By Donna Meredith
In a well-known poem, Robert Frost once depicted humans as standing on a shore looking out to sea, unable to perceive much about their world. Philip Gerard, however, writes from the North Carolina coast with an unusual gift for peering not only “out far,” but also “in deep,” a talent vividly displayed in his essay collection, The Patron Saint of Dreams.
Gerard’s fans will probably have encountered some of these fifteen essays elsewhere, as most have appeared in various journals and anthologies. A prolific writer, he teaches in and chairs the creative writing department at the University of North Carolina Wilmington. In addition to three books on the art of the personal essay, he is the author of Brilliant Passage: A Schooning Memoir, Hatteras Light, Cape Fear Rising, Desert Kill, and Secret Soldiers.
The first essay, “What They Don’t Tell You About Hurricanes,” illustrates the very best of creative nonfiction technique, combining lyrical language, repetition, impeccable rhythms, and ironic word play. A resident of Wilmington, Gerard chronicles his experience hunkering down as the capricious fury of Hurricane Fran batters the coast. Another piece relates the bonding of neighbors as they clean up and rebuild after the storm, revealing the indomitable spirit of the community in the face of loss and heartbreak.
Many essays stem from Gerard’s life. His mother’s decline from Parkinson’s disease. His days on a baseball team with a rough crew that made him believe he was better than he really was. His encounters with the unexplainable: a phantom chess player, a john boat that wasn’t there, fragments of an unidentified voice on a VHF radio, an eerie Ouija board prediction.
In “Bear Country” Gerard juxtaposes two confrontations with his own mortality, one a youthful excursion into the wilderness. The obvious and forewarned danger of grizzlies turns out to be less of a threat than a life-altering encounter with a rain-swollen river. Moments from that hiking trip are interspersed with his eight minutes of death—and ultimate return—from a heart attack in middle-age. He faced down that metaphorical bear, but flashing before his eyes was not the expected tunnel of light or the faces of his dearly departed family members. Instead a series of cartoon images flash-framed through his mind. The last one was “Fucking Goofy.” What sense was he to make of that? Remembering it still makes him laugh. Wheeling and diving between the two incidents, one youthful, one middle-aged, allows readers to compare the impact of the events for themselves, aided by the author’s metaphors.
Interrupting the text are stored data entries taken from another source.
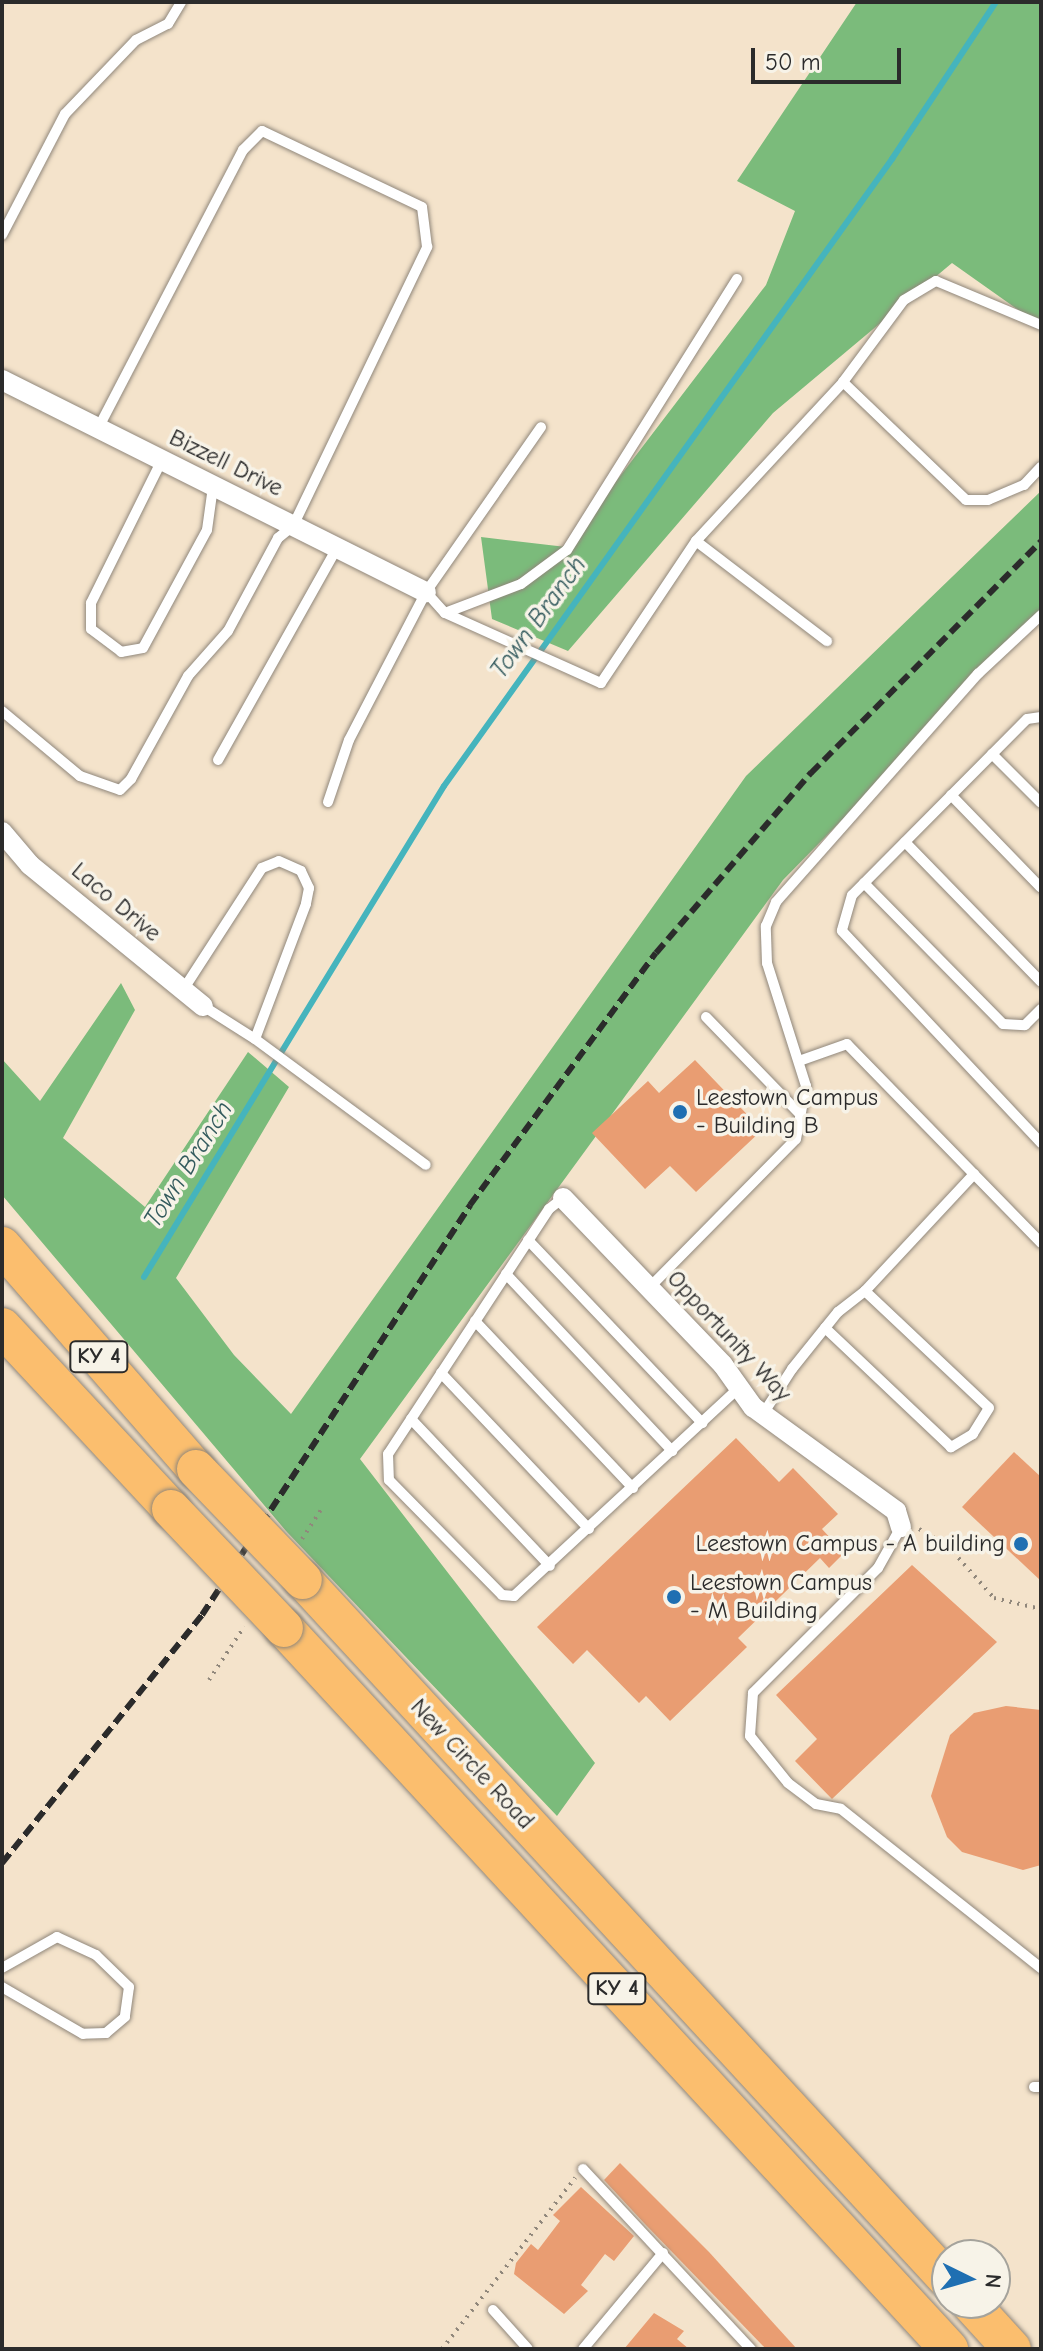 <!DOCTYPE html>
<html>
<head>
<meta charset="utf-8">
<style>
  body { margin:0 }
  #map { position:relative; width:1043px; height:2351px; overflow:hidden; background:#f4e3cb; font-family:"Comic Neue",sans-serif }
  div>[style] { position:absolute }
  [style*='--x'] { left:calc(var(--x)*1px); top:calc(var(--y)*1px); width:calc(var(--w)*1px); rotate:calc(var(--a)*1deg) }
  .forest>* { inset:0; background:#7bbb7b }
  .stream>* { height:6px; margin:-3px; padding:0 3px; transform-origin:3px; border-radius:3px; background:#45b4bd }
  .building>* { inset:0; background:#e99d72 }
  .path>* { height:4px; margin-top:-2px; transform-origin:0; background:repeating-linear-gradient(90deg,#90877b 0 2px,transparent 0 8px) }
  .roads { filter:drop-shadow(0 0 2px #90877b) drop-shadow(0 0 2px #90877b) }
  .service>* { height:10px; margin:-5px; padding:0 5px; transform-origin:5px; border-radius:5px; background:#fff }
  .minor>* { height:20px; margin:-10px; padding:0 10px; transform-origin:10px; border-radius:10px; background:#fff }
  .motorway>* { height:38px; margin:-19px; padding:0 19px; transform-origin:19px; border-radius:19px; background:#fbbe6e }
  .rail>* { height:6px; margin-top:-3px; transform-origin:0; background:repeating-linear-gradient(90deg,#2b2b2b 0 12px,transparent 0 18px) }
  .bridges { filter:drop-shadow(0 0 2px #90877b) drop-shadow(0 0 2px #90877b) }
  .motorway-bridge>* { height:38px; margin:-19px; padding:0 19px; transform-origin:19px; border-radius:19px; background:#fbbe6e }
  .dots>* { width:22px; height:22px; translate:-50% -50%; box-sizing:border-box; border:4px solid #f7f3e8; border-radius:50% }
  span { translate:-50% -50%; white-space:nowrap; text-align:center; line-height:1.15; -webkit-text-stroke:7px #f7f3e8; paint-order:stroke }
  .shield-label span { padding:2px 6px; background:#f7f3e8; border:2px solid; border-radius:6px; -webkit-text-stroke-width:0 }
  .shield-label { font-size:22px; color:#2b2b2b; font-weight:700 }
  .street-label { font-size:24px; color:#2b2b2b }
  .poi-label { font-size:24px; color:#2b2b2b }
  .left { translate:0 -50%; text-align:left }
  .right { translate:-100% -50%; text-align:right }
  .water-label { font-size:26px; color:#345b5e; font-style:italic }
  .frame { position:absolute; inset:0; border:4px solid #2b2b2b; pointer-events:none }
  .north { position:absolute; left:931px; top:2239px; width:80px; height:80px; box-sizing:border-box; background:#f7f3e8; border:2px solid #a5a39c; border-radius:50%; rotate:95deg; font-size:22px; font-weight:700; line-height:32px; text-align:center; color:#2b2b2b }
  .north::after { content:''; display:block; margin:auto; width:28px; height:36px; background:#1f6fb2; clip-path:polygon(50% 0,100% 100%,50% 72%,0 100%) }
  .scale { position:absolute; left:751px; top:48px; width:150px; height:36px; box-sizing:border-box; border:4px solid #2b2b2b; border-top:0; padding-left:10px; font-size:24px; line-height:28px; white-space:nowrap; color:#2b2b2b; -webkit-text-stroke:6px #f7f3e8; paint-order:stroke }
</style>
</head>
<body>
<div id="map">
  <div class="forest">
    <i style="clip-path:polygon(857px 2px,1041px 2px,1041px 326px,952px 263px,773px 413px,568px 651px,492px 619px,481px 537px,566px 547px,766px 285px,795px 211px,737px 181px)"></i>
    <i style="clip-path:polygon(1041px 491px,1041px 617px,783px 880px,360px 1459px,595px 1763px,557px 1816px,286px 1531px,2px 1195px,2px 1059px,40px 1101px,121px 983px,135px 1010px,63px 1138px,145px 1207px,248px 1052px,289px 1087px,176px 1278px,234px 1355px,291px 1414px,746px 776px)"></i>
  </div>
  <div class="stream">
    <i style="--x:144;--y:1277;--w:575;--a:-58.58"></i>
    <i style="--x:444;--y:786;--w:771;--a:-54.45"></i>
    <i style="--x:892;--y:159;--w:188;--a:-56.5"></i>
  </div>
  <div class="building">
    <i style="clip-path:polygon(695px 1060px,762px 1130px,696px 1192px,670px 1166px,645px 1189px,592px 1133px,648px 1081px,659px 1093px)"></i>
    <i style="clip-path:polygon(736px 1438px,779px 1482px,793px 1468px,838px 1514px,822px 1529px,844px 1553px,829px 1568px,820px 1558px,738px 1638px,747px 1647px,670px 1721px,646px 1696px,639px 1703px,587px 1650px,573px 1664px,537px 1627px)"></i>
    <i style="clip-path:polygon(1014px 1452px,1041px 1477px,1041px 1581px,962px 1507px)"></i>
    <i style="clip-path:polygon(912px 1565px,997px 1642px,832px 1799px,795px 1761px,817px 1739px,776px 1695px)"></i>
    <i style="clip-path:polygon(1006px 1706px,1041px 1710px,1041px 1865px,1023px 1870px,962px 1852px,947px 1837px,931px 1796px,950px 1735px,974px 1713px)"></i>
    <i style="clip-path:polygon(620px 2163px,709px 2252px,797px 2349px,766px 2349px,644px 2223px,604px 2180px)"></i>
    <i style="clip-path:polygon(581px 2187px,634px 2236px,614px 2261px,605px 2254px,581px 2285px,588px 2291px,564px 2314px,514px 2274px,516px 2263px,531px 2244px,538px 2250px,560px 2221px,553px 2215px)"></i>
    <i style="clip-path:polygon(654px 2313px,684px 2331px,677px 2339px,689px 2349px,624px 2349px)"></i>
  </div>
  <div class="path">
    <i style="--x:919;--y:1529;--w:34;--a:30"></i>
    <i style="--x:948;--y:1546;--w:69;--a:48.5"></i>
    <i style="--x:994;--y:1598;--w:48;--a:13.2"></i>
    <i style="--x:302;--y:1539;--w:37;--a:-57"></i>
    <i style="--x:209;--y:1680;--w:64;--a:-56.6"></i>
    <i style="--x:442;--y:2349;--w:217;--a:-52.1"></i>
  </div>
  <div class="roads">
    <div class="service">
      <i style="--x:2;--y:235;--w:136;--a:-62.5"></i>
      <i style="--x:65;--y:114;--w:103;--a:-46.2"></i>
      <i style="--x:136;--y:40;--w:36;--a:-27"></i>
      <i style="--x:168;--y:24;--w:26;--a:-59"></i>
      <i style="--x:843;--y:382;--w:170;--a:43.8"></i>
      <i style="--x:966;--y:500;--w:22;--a:0"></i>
      <i style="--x:988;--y:500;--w:39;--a:-23"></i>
      <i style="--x:1024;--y:485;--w:25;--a:-47"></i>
      <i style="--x:162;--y:460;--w:160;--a:116.4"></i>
      <i style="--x:91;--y:603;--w:26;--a:90"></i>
      <i style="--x:91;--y:629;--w:38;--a:37"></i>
      <i style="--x:121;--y:652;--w:22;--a:-10"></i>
      <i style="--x:143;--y:648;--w:134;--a:-61.5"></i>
      <i style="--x:207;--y:530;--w:43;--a:-82.1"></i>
      <i style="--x:696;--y:541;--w:165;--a:37.4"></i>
      <i style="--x:426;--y:592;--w:28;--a:48"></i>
      <i style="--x:445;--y:613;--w:171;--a:24.2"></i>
      <i style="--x:601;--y:683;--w:171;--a:-56.2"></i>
      <i style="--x:696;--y:541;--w:217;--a:-47.2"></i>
      <i style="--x:843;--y:382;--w:102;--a:-53.4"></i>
      <i style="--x:904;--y:300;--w:37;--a:-31"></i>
      <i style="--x:936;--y:281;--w:114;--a:22.7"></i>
      <i style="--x:445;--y:613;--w:81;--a:-20.9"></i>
      <i style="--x:521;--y:584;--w:57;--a:-36.5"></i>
      <i style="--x:567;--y:550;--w:320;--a:-57.9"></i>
      <i style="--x:2;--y:711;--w:102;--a:39.8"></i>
      <i style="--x:80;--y:776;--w:42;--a:19.3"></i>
      <i style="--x:120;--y:790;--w:16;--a:-45"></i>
      <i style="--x:131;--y:779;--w:118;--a:-61"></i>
      <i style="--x:188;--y:676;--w:60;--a:-48.4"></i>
      <i style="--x:228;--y:631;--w:106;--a:-61.7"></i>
      <i style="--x:278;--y:538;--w:19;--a:-39"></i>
      <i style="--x:293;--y:526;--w:310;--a:-64.3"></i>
      <i style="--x:427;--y:247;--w:40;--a:-97.1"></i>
      <i style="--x:422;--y:207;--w:177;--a:-154.6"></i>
      <i style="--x:262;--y:131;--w:27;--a:135"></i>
      <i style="--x:243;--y:150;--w:314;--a:117.5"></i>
      <i style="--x:1041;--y:717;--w:14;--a:172"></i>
      <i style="--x:1027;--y:719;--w:248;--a:134.8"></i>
      <i style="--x:852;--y:895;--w:37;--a:106"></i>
      <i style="--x:842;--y:931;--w:291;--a:46.8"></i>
      <i style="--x:992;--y:754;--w:69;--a:45"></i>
      <i style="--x:218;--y:760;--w:243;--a:-60.7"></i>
      <i style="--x:951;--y:795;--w:129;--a:45.9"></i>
      <i style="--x:328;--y:802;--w:65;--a:-71.3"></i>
      <i style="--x:349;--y:740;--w:167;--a:-62.5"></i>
      <i style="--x:426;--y:592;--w:201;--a:-55.1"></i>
      <i style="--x:905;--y:842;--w:195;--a:45.8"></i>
      <i style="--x:864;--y:883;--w:198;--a:45.4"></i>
      <i style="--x:1003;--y:1024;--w:22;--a:3"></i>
      <i style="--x:1025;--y:1025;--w:23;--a:-45"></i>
      <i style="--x:183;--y:990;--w:145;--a:-57.1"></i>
      <i style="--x:262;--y:868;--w:18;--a:-22"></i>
      <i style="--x:279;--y:861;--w:24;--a:24"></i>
      <i style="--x:301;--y:871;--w:19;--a:65"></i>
      <i style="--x:309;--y:888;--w:16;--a:101"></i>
      <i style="--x:306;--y:904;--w:144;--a:110.7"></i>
      <i style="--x:255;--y:1039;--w:62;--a:-147.6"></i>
      <i style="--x:706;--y:1017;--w:136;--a:45.9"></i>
      <i style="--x:255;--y:1039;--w:212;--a:36.4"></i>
      <i style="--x:799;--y:1061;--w:51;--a:-19.5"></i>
      <i style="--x:847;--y:1044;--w:278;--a:45.7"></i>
      <i style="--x:563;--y:1198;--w:18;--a:142"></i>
      <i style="--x:549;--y:1209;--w:293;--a:123.3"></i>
      <i style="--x:388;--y:1454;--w:26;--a:88"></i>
      <i style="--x:389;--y:1480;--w:161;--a:45.5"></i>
      <i style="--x:502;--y:1595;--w:12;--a:5"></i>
      <i style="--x:514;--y:1596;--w:306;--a:-42.8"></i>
      <i style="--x:528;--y:1240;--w:253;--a:46.4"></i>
      <i style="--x:506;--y:1274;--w:243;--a:46.8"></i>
      <i style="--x:649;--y:1288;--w:209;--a:-45.4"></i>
      <i style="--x:796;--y:1139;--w:54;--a:-79.3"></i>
      <i style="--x:806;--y:1086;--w:129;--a:-107.6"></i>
      <i style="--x:767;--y:963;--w:37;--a:-92"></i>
      <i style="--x:766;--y:926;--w:26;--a:-67"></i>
      <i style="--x:776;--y:902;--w:305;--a:-48.5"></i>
      <i style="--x:978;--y:674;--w:86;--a:-43.1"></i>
      <i style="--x:865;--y:1291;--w:160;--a:-47"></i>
      <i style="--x:475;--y:1321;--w:230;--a:46.6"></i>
      <i style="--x:441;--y:1373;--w:215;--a:46.5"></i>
      <i style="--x:763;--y:1414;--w:54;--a:-57.2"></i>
      <i style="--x:792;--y:1369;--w:53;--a:-51.2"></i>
      <i style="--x:825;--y:1328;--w:21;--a:-51"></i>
      <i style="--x:838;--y:1312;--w:34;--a:-38"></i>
      <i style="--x:865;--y:1291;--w:170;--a:43.3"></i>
      <i style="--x:989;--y:1408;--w:31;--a:122"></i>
      <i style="--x:973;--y:1434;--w:26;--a:149"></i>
      <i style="--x:951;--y:1447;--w:173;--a:-136.6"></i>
      <i style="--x:411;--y:1419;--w:202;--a:46.6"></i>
      <i style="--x:901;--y:1527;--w:47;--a:119.3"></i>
      <i style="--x:878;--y:1568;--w:177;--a:135"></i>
      <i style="--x:753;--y:1693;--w:43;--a:94"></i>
      <i style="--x:750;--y:1736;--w:60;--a:51"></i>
      <i style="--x:788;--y:1783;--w:35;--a:37"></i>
      <i style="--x:816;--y:1804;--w:25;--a:11"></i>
      <i style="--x:841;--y:1809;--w:256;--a:38.5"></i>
      <i style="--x:2;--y:1968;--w:63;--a:-29.4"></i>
      <i style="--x:57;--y:1937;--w:43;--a:24.8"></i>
      <i style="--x:96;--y:1955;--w:46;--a:44.1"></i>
      <i style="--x:129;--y:1987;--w:30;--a:98"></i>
      <i style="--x:125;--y:2017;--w:25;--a:140"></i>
      <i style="--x:106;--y:2033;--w:23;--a:178"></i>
      <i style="--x:83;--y:2034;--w:94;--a:-149.9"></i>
      <i style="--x:1034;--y:2087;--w:7;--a:0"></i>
      <i style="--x:583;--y:2169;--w:246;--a:47"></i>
      <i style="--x:493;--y:2310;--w:52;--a:48.1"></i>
      <i style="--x:583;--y:2349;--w:125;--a:-50.2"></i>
    </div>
    <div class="minor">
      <i style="--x:2;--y:380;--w:474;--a:26.6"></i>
      <i style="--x:2;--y:832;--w:43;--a:49.7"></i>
      <i style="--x:30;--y:865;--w:223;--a:39.2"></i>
      <i style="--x:563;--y:1198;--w:231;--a:46.2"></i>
      <i style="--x:723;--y:1365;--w:52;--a:54.5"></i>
      <i style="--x:753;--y:1407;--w:177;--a:36"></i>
      <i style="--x:896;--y:1511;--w:17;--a:73"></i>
    </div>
    <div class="motorway">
      <i style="--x:2;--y:1246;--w:296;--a:49"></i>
      <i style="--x:2;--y:1327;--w:248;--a:47.1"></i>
      <i style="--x:303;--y:1580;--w:950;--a:47.35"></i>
      <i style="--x:284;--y:1628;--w:981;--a:47.31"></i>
      <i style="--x:970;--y:2303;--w:62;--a:47.6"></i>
    </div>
  </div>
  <div class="rail">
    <i style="--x:2;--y:1863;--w:319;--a:-51.1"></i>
    <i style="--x:202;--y:1615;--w:490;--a:-56.8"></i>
    <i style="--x:470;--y:1205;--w:313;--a:-53.6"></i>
    <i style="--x:656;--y:953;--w:238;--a:-49.3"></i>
    <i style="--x:811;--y:773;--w:327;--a:-45.2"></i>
  </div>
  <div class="bridges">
    <div class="motorway-bridge">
      <i style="--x:196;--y:1469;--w:154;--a:46.1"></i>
      <i style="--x:171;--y:1509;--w:164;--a:46.5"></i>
    </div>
  </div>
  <div class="dots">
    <i style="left:680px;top:1112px;background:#1f6fb2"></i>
    <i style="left:1021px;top:1544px;background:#1f6fb2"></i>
    <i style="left:674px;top:1597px;background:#1f6fb2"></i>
  </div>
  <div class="shield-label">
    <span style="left:99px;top:1357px">KY 4</span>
    <span style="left:617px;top:1989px">KY 4</span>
  </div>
  <div class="street-label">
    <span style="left:226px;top:463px;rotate:26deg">Bizzell Drive</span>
    <span style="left:116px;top:902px;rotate:40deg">Laco Drive</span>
    <span style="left:729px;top:1336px;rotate:47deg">Opportunity Way</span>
    <span style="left:472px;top:1764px;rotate:47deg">New Circle Road</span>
  </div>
  <div class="poi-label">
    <span class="left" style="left:696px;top:1112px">Leestown Campus<br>- Building B</span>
    <span class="right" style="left:1005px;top:1544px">Leestown Campus - A building</span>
    <span class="left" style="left:690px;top:1597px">Leestown Campus<br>- M Building</span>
  </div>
  <div class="water-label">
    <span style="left:539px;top:618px;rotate:-54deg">Town Branch</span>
    <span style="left:189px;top:1165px;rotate:-58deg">Town Branch</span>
  </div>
  <div class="frame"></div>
  <div class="north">N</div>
  <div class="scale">50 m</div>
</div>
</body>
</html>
A lengthy piece, “The Thirteenth Hour” explores the death at sea of a father, his two sons, and a nephew in a sailing accident in Charleston harbor. Sailing is one of Gerard’s passions, and he brings his knowledge of the sea, sailing vessels, and human frailty to this story of four lives that end in cold water. An accumulation of bad decisions leads to disaster and leaves others asking the inevitable “why?” and “what if?”
One essay offers three behind-the-scenes anecdotes concerning Gerard’s research for Secret Soldiers, the riveting and largely unknown story of 1,100 American artists, actors, designers, and electronics wizards whose dazzling theatrics deceived the German high command in World War II. In one, a soldier reveals secrets he has never told anyone before, not even his wife. Another section of the essay describes a photograph of impending death that captures everything that is wrong—and right—about humanity. In the final section, Gerard helps a daughter reconstruct the father she never knew from photographs and memories others shared of him. The author shares his writing philosophy here: “I believe in the writer as a witness to evil, as a reporter of injustice, as a chronicler of human compassion, even on occasion of greatness, as one whose skills illuminate the Truth with a capital T, without irony. I believe it is the job of the writer to put into words what is worst—and also what is best—about us. To light up our possibilities, discover the finest lives to which we can aspire, and to inspire our readers to greatness of soul and heart.”
He achieves all this—and more—in this collection. His inspired choices in structuring the stories and the selection of not just a correct word, but the best word, make these essays shine like bits of sea glass scattered among billions of grains of sand. Exactly what we would expect of one of the great contemporary teachers of how to write creative nonfiction.